** DATA IN THIS EXERCISE follows **

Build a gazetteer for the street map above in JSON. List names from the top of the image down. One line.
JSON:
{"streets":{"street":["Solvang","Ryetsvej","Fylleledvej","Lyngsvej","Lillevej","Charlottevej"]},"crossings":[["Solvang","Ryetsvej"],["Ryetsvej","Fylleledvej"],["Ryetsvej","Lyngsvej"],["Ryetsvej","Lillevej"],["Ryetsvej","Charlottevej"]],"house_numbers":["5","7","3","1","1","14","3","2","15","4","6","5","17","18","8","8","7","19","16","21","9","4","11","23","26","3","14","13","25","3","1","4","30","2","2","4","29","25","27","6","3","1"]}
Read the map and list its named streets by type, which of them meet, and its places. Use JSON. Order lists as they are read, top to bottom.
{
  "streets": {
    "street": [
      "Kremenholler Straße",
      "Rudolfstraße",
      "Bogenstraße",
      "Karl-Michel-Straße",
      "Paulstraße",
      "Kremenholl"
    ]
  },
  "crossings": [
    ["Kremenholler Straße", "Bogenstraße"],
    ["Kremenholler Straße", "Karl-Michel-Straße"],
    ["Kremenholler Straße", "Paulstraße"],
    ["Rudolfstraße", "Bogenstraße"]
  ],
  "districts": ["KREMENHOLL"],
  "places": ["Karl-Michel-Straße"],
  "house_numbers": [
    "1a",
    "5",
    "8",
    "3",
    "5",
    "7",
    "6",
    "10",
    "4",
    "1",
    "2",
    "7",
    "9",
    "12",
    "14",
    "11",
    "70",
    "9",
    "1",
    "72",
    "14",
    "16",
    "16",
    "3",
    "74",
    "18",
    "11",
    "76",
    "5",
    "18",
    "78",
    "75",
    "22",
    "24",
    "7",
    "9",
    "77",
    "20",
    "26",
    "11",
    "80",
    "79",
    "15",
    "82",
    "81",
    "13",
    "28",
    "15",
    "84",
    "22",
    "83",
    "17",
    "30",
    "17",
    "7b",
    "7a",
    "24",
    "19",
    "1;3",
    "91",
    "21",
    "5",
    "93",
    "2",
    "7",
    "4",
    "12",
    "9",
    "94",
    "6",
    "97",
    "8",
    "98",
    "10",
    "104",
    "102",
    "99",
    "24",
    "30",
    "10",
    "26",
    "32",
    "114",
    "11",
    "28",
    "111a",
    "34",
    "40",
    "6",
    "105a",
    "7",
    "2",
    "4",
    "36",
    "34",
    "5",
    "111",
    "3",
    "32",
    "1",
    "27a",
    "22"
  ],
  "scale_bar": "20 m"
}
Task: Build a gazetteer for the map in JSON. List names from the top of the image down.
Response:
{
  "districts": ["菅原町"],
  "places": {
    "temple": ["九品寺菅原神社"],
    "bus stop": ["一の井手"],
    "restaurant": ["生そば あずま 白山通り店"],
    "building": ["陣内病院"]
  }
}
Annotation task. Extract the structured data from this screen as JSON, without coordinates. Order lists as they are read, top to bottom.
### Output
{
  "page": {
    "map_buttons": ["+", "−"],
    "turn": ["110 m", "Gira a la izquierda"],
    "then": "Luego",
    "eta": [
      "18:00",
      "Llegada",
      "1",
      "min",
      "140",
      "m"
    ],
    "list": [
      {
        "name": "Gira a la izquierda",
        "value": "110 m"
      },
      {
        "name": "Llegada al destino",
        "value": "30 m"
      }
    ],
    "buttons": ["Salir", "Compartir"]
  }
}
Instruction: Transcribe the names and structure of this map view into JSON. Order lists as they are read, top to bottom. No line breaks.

** End of DATA IN THIS EXERCISE **

* **WHAT YOU HAVE TO DO**:
Every record above belongs in the answer, reproduced exactly.

* **ANSWER**:
Build a gazetteer for the street map above in JSON. List names from the top of the image down. One line.
JSON:
{"streets":{"street":["Solvang","Ryetsvej","Fylleledvej","Lyngsvej","Lillevej","Charlottevej"]},"crossings":[["Solvang","Ryetsvej"],["Ryetsvej","Fylleledvej"],["Ryetsvej","Lyngsvej"],["Ryetsvej","Lillevej"],["Ryetsvej","Charlottevej"]],"house_numbers":["5","7","3","1","1","14","3","2","15","4","6","5","17","18","8","8","7","19","16","21","9","4","11","23","26","3","14","13","25","3","1","4","30","2","2","4","29","25","27","6","3","1"]}
Read the map and list its named streets by type, which of them meet, and its places. Use JSON. Order lists as they are read, top to bottom.
{
  "streets": {
    "street": [
      "Kremenholler Straße",
      "Rudolfstraße",
      "Bogenstraße",
      "Karl-Michel-Straße",
      "Paulstraße",
      "Kremenholl"
    ]
  },
  "crossings": [
    ["Kremenholler Straße", "Bogenstraße"],
    ["Kremenholler Straße", "Karl-Michel-Straße"],
    ["Kremenholler Straße", "Paulstraße"],
    ["Rudolfstraße", "Bogenstraße"]
  ],
  "districts": ["KREMENHOLL"],
  "places": ["Karl-Michel-Straße"],
  "house_numbers": [
    "1a",
    "5",
    "8",
    "3",
    "5",
    "7",
    "6",
    "10",
    "4",
    "1",
    "2",
    "7",
    "9",
    "12",
    "14",
    "11",
    "70",
    "9",
    "1",
    "72",
    "14",
    "16",
    "16",
    "3",
    "74",
    "18",
    "11",
    "76",
    "5",
    "18",
    "78",
    "75",
    "22",
    "24",
    "7",
    "9",
    "77",
    "20",
    "26",
    "11",
    "80",
    "79",
    "15",
    "82",
    "81",
    "13",
    "28",
    "15",
    "84",
    "22",
    "83",
    "17",
    "30",
    "17",
    "7b",
    "7a",
    "24",
    "19",
    "1;3",
    "91",
    "21",
    "5",
    "93",
    "2",
    "7",
    "4",
    "12",
    "9",
    "94",
    "6",
    "97",
    "8",
    "98",
    "10",
    "104",
    "102",
    "99",
    "24",
    "30",
    "10",
    "26",
    "32",
    "114",
    "11",
    "28",
    "111a",
    "34",
    "40",
    "6",
    "105a",
    "7",
    "2",
    "4",
    "36",
    "34",
    "5",
    "111",
    "3",
    "32",
    "1",
    "27a",
    "22"
  ],
  "scale_bar": "20 m"
}
Task: Build a gazetteer for the map in JSON. List names from the top of the image down.
Response:
{
  "districts": ["菅原町"],
  "places": {
    "temple": ["九品寺菅原神社"],
    "bus stop": ["一の井手"],
    "restaurant": ["生そば あずま 白山通り店"],
    "building": ["陣内病院"]
  }
}
Annotation task. Extract the structured data from this screen as JSON, without coordinates. Order lists as they are read, top to bottom.
### Output
{
  "page": {
    "map_buttons": ["+", "−"],
    "turn": ["110 m", "Gira a la izquierda"],
    "then": "Luego",
    "eta": [
      "18:00",
      "Llegada",
      "1",
      "min",
      "140",
      "m"
    ],
    "list": [
      {
        "name": "Gira a la izquierda",
        "value": "110 m"
      },
      {
        "name": "Llegada al destino",
        "value": "30 m"
      }
    ],
    "buttons": ["Salir", "Compartir"]
  }
}
Instruction: Transcribe the names and structure of this map view into JSON. Order lists as they are read, top to bottom. No line breaks.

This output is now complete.